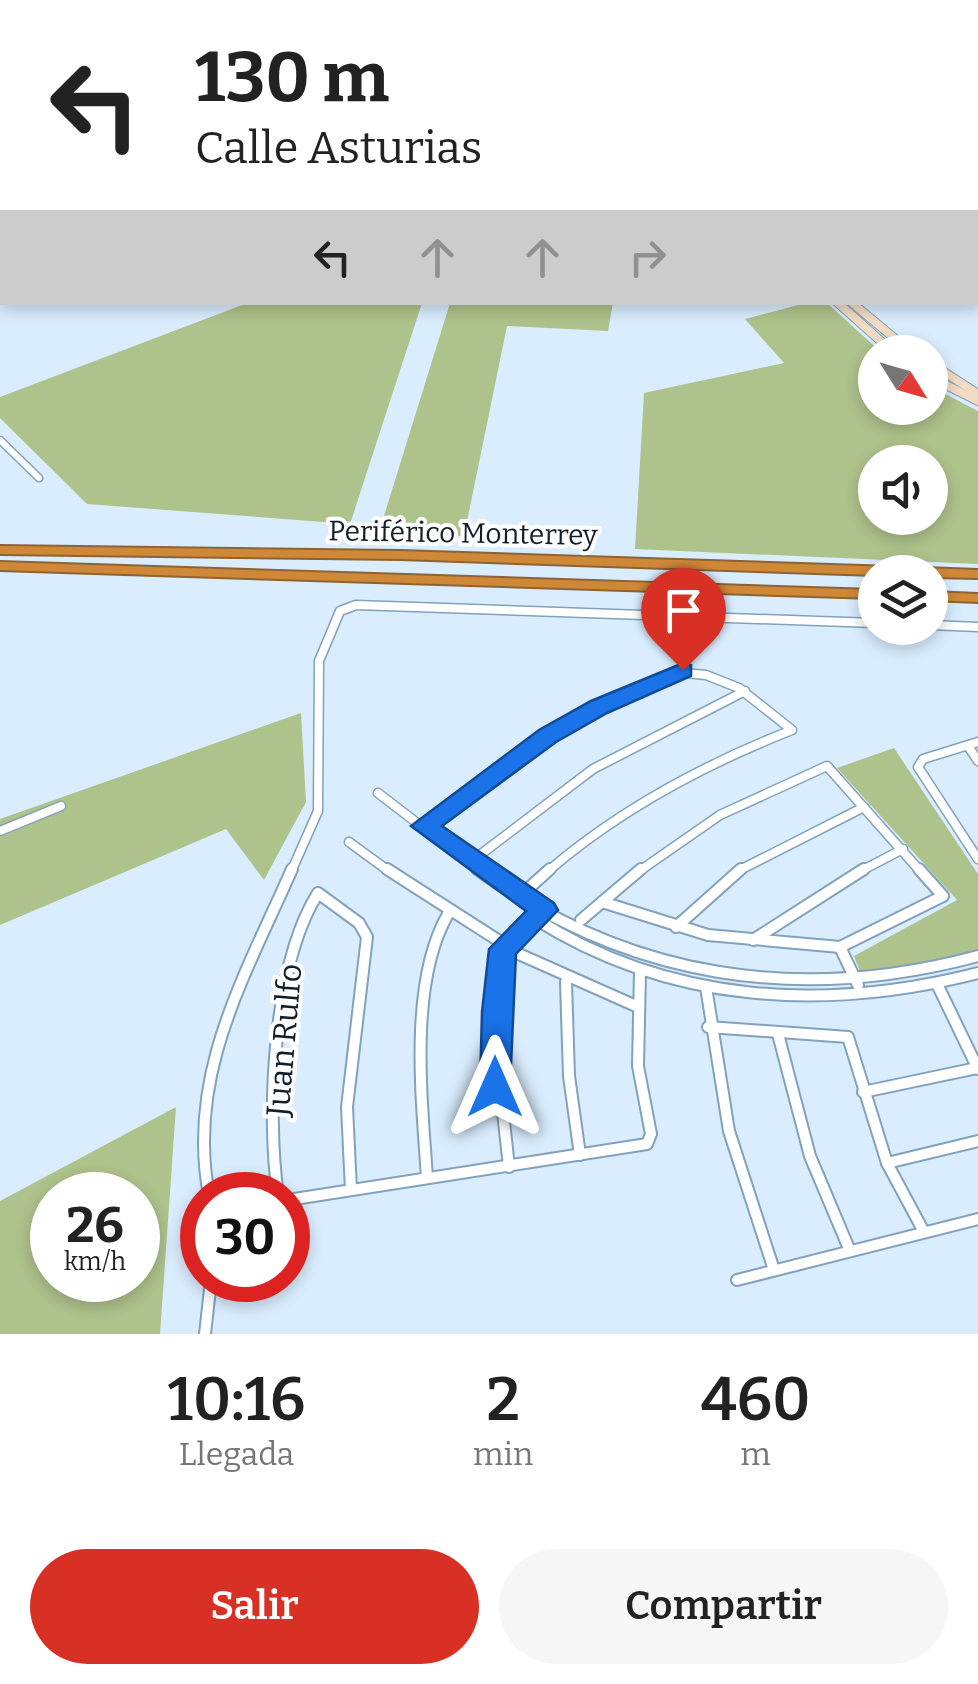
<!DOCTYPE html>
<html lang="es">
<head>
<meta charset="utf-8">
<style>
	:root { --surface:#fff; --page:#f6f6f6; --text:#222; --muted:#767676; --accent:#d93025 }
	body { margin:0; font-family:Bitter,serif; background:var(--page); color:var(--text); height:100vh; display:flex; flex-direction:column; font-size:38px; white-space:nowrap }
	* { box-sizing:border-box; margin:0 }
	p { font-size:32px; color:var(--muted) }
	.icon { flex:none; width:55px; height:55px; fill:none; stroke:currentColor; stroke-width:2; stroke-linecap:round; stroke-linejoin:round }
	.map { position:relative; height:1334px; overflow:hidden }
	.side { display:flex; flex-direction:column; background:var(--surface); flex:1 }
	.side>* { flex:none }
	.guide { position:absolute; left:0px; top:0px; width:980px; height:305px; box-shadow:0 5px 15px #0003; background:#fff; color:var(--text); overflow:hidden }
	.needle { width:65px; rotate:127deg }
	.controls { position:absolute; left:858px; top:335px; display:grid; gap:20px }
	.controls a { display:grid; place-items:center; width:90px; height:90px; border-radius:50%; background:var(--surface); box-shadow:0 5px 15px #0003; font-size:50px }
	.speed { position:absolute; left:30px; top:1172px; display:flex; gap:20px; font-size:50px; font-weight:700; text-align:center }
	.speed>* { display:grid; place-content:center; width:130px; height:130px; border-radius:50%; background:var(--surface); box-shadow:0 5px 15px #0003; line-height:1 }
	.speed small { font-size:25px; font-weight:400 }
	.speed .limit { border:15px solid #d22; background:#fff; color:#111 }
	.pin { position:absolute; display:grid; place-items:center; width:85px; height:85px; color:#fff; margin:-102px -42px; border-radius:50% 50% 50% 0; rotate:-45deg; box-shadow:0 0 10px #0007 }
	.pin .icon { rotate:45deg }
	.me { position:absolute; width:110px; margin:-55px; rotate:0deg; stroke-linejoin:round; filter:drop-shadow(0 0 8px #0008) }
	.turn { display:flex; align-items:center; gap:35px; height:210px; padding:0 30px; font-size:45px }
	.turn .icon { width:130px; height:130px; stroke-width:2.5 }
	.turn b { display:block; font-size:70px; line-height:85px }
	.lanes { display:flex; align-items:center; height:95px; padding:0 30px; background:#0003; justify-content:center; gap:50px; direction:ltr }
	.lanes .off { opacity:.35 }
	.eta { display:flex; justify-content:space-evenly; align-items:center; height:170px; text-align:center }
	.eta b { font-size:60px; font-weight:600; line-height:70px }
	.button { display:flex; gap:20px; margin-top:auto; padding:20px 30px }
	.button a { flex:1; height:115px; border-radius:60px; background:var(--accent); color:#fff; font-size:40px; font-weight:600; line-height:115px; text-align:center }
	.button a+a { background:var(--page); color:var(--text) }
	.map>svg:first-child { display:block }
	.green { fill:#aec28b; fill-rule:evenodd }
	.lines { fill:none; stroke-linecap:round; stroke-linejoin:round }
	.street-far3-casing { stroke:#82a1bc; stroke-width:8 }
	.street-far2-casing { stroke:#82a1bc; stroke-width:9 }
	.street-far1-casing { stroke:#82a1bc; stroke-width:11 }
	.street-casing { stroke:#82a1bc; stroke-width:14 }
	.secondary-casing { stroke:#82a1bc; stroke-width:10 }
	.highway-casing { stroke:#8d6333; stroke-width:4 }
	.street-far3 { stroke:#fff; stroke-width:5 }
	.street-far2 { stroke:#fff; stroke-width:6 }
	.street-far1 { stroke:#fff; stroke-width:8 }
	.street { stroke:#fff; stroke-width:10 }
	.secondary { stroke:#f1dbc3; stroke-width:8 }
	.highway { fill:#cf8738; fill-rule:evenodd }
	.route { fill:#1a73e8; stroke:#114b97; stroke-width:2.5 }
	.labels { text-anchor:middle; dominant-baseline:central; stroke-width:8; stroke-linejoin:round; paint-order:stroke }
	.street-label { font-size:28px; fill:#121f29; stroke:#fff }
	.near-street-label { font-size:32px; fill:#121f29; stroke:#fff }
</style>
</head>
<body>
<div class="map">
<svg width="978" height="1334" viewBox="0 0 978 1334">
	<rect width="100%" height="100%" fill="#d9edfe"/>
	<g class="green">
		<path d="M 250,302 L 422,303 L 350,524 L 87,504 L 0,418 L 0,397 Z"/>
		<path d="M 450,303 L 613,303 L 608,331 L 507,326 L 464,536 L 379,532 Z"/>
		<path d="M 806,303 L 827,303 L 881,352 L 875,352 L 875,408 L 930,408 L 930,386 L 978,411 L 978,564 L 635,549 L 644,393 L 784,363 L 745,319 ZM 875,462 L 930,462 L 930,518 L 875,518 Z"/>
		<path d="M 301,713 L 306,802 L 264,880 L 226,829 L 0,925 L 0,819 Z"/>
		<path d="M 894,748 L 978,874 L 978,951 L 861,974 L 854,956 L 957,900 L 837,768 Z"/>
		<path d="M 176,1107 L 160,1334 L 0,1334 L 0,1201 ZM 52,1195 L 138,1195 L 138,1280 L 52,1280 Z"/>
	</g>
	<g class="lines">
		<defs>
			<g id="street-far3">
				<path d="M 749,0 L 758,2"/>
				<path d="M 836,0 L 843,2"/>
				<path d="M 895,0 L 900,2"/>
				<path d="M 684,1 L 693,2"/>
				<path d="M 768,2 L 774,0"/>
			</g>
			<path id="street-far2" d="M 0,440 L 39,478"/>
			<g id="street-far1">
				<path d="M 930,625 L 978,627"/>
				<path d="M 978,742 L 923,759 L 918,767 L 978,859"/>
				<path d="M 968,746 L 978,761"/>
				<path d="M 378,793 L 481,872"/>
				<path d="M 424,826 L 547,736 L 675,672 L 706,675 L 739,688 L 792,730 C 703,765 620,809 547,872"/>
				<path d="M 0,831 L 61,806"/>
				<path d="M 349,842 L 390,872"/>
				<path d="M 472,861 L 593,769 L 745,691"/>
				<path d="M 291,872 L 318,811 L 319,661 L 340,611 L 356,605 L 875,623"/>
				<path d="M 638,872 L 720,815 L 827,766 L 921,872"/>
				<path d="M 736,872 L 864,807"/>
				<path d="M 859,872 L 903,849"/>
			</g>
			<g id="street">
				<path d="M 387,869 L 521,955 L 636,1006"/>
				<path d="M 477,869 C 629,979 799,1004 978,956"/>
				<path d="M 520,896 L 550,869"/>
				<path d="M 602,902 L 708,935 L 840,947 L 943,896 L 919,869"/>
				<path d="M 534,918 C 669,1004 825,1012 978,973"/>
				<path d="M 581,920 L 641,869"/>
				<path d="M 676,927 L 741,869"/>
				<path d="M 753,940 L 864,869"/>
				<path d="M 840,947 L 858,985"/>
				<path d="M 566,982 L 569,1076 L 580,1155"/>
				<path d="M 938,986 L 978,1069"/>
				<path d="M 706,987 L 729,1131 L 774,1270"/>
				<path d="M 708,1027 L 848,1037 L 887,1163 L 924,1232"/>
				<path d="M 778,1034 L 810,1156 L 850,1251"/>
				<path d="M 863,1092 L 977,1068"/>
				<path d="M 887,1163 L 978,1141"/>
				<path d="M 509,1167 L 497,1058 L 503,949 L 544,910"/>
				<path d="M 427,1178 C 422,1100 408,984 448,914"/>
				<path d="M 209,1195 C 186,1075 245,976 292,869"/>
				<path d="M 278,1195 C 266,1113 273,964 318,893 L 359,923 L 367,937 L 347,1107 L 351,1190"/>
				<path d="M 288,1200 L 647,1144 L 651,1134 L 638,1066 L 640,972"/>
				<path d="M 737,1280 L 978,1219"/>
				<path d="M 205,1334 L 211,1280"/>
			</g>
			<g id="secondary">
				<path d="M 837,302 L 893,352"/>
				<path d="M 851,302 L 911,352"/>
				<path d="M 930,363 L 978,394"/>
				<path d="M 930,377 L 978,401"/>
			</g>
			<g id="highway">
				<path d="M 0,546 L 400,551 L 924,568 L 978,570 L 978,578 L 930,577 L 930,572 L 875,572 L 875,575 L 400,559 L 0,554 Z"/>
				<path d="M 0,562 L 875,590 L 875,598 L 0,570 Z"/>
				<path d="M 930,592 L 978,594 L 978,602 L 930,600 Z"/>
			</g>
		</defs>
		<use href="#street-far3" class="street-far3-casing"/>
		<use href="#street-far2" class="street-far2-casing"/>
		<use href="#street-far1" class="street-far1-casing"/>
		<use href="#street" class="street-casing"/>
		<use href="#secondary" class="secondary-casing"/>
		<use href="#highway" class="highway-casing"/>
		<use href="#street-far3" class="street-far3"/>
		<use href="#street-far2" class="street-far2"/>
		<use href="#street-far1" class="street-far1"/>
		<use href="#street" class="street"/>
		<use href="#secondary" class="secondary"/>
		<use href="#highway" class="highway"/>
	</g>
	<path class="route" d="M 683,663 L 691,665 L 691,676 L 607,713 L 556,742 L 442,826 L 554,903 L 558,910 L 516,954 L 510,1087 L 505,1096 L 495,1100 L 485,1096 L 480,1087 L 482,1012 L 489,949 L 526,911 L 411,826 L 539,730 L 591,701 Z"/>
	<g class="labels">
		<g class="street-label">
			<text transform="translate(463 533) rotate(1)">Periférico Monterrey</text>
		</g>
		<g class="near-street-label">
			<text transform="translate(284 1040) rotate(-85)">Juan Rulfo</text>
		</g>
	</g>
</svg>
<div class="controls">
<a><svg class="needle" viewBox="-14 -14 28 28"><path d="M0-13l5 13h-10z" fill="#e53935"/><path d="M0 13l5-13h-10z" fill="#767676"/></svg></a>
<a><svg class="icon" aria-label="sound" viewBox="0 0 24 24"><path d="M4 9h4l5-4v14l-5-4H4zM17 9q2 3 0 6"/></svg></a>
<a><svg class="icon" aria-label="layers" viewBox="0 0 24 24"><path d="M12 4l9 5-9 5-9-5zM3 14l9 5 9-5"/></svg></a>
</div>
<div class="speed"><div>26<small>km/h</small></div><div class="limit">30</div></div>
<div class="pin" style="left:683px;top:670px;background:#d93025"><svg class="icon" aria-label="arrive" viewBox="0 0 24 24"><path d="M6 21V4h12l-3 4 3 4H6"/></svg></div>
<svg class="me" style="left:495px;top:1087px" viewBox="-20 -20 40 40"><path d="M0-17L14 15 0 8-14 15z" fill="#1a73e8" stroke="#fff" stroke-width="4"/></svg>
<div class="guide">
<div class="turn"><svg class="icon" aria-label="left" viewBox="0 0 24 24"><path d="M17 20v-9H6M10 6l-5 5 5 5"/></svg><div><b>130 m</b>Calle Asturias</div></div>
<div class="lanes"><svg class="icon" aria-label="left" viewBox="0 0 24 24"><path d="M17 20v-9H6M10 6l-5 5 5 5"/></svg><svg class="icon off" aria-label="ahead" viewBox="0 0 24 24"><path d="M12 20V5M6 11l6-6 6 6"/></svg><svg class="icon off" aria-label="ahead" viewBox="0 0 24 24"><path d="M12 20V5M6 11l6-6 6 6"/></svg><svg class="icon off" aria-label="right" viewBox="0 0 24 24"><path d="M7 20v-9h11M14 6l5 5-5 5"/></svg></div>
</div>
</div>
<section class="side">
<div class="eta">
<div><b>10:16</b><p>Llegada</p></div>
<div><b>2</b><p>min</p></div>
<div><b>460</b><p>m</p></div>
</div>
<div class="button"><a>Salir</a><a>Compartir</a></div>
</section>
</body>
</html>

• [TASK PROMPT]:
Pictures are to be dropped; the lines from the start of the entries above through the line with "display:block; font-size:70px; line-height:85px" are to be given again verbatim.

• [OUTPUT OF THE TASK]:
<!DOCTYPE html>
<html lang="es">
<head>
<meta charset="utf-8">
<style>
	:root { --surface:#fff; --page:#f6f6f6; --text:#222; --muted:#767676; --accent:#d93025 }
	body { margin:0; font-family:Bitter,serif; background:var(--page); color:var(--text); height:100vh; display:flex; flex-direction:column; font-size:38px; white-space:nowrap }
	* { box-sizing:border-box; margin:0 }
	p { font-size:32px; color:var(--muted) }
	.icon { flex:none; width:55px; height:55px; fill:none; stroke:currentColor; stroke-width:2; stroke-linecap:round; stroke-linejoin:round }
	.map { position:relative; height:1334px; overflow:hidden }
	.side { display:flex; flex-direction:column; background:var(--surface); flex:1 }
	.side>* { flex:none }
	.guide { position:absolute; left:0px; top:0px; width:980px; height:305px; box-shadow:0 5px 15px #0003; background:#fff; color:var(--text); overflow:hidden }
	.needle { width:65px; rotate:127deg }
	.controls { position:absolute; left:858px; top:335px; display:grid; gap:20px }
	.controls a { display:grid; place-items:center; width:90px; height:90px; border-radius:50%; background:var(--surface); box-shadow:0 5px 15px #0003; font-size:50px }
	.speed { position:absolute; left:30px; top:1172px; display:flex; gap:20px; font-size:50px; font-weight:700; text-align:center }
	.speed>* { display:grid; place-content:center; width:130px; height:130px; border-radius:50%; background:var(--surface); box-shadow:0 5px 15px #0003; line-height:1 }
	.speed small { font-size:25px; font-weight:400 }
	.speed .limit { border:15px solid #d22; background:#fff; color:#111 }
	.pin { position:absolute; display:grid; place-items:center; width:85px; height:85px; color:#fff; margin:-102px -42px; border-radius:50% 50% 50% 0; rotate:-45deg; box-shadow:0 0 10px #0007 }
	.pin .icon { rotate:45deg }
	.me { position:absolute; width:110px; margin:-55px; rotate:0deg; stroke-linejoin:round; filter:drop-shadow(0 0 8px #0008) }
	.turn { display:flex; align-items:center; gap:35px; height:210px; padding:0 30px; font-size:45px }
	.turn .icon { width:130px; height:130px; stroke-width:2.5 }
	.turn b { display:block; font-size:70px; line-height:85px }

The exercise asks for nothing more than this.